Using the Log Forwarding Built-In Actions to create Dynamic Address Group to Slow down Attackers.

S.Cantwell — Thu, 06 Jun 2019 22:12:43 GMT

Howdy Group

There is configuration area within the Log Fowarding Profile that is powerful to slow down the baddies.

I am not sure how many people are using it.

The premise is

1) I am using an EDL from Spamhaus to dynamically deny access to the public IPs of my NAT'd network.

2) I have a rule that denies Foreign Countries (US based FW) from attempting to access my hardware.

3) I have very good use of rules, so any source address from Internet that does not match, hits my clean up rule.

Presently, I have logs that show X amount of hits on my Spammers, No Foreign Countries, or CleanUp rules.

I know these IPs/users are in constant vigil, trying to access my system(s), port scan, whatever they try is all bad.

I have thought for a long time, about trying to the use the Log Forwarding Profile, to fwd to a http server, to create an EDL.

Then my newly created "Bad EDL" would stop people. Never got that far.

But I found (for me) a much easier way.

Is it advanced?? Maybe, but I wanted to share out and get comments/thoughts.

I have 3 rules (Spammers, No Foreign Countries, CleanUp) that I started with logging at session end (for testing)

create a TAG called "Bad US and Foreign ppl", and used purple for the tag color.

create a Dynamic Address Group (called All Bad Ppl), and use the tag just created, to populate the address group.

create a Log Fwd Profile, (called Stop Bad Ppl), looking at the Traffic Log, but otherwise unconfigured Log Fwding Profile

For the 3 rules I have listed, I modified the security policies to use a Log Fwd Profile, called Stop Bad Ppl

In the new Log Fwd Profile, I used the Built-in Actions, which allows for ADDING or REMOVING a tag to a Src or Dst Address.

I did Src Address (because I want to ADD a TAG to the Src addresses that are ill fated attempting to access my FW.)

I added my TAG called "Bad US and Foreign ppl" to the Built-In Actions.

There is a timeout period (if left to 0, will default to 30 days.) Oh my... think about what can be done.... 😛

My DAG (Dynamic Address Group called All Bad People), which is associated with the "Bad US and Foreign ppl" tag, will populate with every Spammer, Foreign Country, or CleanUp src address. (My rules are very simple..all 3 rules would only have SC (source country) from the Internet, so my Src Zone is Untrusted-L3.
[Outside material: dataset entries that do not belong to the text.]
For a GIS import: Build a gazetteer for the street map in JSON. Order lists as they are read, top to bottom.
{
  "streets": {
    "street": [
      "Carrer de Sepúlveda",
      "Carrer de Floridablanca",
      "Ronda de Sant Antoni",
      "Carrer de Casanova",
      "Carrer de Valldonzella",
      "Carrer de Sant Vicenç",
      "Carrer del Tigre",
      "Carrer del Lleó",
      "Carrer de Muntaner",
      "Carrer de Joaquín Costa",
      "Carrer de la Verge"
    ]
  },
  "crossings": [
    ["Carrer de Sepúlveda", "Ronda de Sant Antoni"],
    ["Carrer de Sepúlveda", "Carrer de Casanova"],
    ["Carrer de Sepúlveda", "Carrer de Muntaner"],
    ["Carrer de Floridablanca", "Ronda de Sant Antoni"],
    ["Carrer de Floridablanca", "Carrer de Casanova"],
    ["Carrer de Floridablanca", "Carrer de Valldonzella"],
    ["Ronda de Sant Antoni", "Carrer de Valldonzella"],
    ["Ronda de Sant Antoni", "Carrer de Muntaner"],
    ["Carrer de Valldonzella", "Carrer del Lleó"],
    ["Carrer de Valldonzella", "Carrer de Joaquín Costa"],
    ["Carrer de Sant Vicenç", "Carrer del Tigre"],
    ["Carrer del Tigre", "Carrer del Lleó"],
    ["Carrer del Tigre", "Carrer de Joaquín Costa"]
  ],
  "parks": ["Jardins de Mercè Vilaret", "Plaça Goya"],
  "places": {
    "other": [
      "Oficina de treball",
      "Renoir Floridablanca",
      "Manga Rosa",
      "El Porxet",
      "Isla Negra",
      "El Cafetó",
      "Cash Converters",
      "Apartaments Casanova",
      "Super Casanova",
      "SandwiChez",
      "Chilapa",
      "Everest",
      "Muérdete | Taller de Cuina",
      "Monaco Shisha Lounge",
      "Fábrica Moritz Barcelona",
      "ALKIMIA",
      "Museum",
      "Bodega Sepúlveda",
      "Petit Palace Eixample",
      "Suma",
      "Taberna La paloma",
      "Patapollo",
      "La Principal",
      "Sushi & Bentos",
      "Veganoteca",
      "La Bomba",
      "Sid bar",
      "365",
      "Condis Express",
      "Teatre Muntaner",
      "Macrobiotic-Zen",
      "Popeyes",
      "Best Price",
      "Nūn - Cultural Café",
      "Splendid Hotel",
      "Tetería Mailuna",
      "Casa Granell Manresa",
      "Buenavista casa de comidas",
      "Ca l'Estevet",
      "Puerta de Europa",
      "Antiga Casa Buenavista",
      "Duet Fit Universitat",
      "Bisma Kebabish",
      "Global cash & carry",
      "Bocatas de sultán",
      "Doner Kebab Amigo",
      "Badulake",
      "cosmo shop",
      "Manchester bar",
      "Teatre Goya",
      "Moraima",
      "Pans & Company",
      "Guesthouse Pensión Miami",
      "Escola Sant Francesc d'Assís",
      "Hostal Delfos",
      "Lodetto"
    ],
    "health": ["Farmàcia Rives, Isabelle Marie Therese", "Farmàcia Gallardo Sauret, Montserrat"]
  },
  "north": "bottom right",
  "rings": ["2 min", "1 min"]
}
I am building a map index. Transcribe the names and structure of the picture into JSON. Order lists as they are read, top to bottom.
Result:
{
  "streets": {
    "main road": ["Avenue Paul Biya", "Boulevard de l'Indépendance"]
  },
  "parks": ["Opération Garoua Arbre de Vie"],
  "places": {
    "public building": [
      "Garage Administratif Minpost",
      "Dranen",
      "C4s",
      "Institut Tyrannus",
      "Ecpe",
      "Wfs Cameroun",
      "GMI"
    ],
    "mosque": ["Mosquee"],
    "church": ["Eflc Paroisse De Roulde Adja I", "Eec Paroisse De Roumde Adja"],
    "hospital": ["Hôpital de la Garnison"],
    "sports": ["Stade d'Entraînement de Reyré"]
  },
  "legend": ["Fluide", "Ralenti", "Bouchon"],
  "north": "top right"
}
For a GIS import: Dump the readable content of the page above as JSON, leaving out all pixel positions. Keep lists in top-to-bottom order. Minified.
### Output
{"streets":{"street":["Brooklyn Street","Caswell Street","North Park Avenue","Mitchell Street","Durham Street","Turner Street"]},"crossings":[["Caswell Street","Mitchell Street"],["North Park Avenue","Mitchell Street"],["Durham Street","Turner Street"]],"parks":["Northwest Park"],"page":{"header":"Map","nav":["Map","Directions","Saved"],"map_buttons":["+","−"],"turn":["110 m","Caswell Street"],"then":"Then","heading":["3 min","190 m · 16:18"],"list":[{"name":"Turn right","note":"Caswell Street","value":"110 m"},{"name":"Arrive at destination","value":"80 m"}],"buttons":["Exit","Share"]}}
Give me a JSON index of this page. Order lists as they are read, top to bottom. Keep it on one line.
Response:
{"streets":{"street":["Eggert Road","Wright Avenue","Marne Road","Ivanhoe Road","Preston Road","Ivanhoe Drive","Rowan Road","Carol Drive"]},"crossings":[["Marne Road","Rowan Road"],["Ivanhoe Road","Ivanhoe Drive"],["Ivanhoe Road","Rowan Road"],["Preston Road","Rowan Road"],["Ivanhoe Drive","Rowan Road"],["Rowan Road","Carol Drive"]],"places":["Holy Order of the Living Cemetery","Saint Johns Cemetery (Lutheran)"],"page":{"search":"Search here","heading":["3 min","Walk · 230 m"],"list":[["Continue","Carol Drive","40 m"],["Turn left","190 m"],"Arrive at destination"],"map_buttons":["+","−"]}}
From there, what would you want to do.

For me, there were 2 possibilities..

1) create a rule called No "Bad Ppl" that if anyone (for 30 days, based on the timeout) tries to access/port scan/whatever to my public IP (of FW) or any other offending type of traffic, they all will be denied.

( Commentary, so what I created was a new rule that essentially blocked what would already have been denied/dropped by c configured policies...)

But that is NOT how the PANW FW works. Go DEEPER!!

2) The way the FW works is that the DoS Protection rules are viewed/read/acted upon while the session is first being setup.

So... If you have a bunch of BAD ppl, why make the FW even create a session setup to be off-loaded to the fastpath (security policy processing) only to be denied by security policy?

No!! What I did (and think it was good) was to create a DoS policy with:

Untrust-L3 (src add of "All Bad Ppl" DAG (dynamic address grp) talking to "any" Zone, "any" Address, DENY

The end result:

The DoS Protection Policy will now block all "Bad US and Foreign ppl" in the DAG group, for 30 days. And there is no expressed logging of DoS denied traffic, because it never makes it through the security policy.

It is stops waaaay in the beginning of the process. Less CPU cycles stop keep the bad people out.

No more (or smaller number of ) hits on a continual basis from repeated script kiddies and nmap wannabes.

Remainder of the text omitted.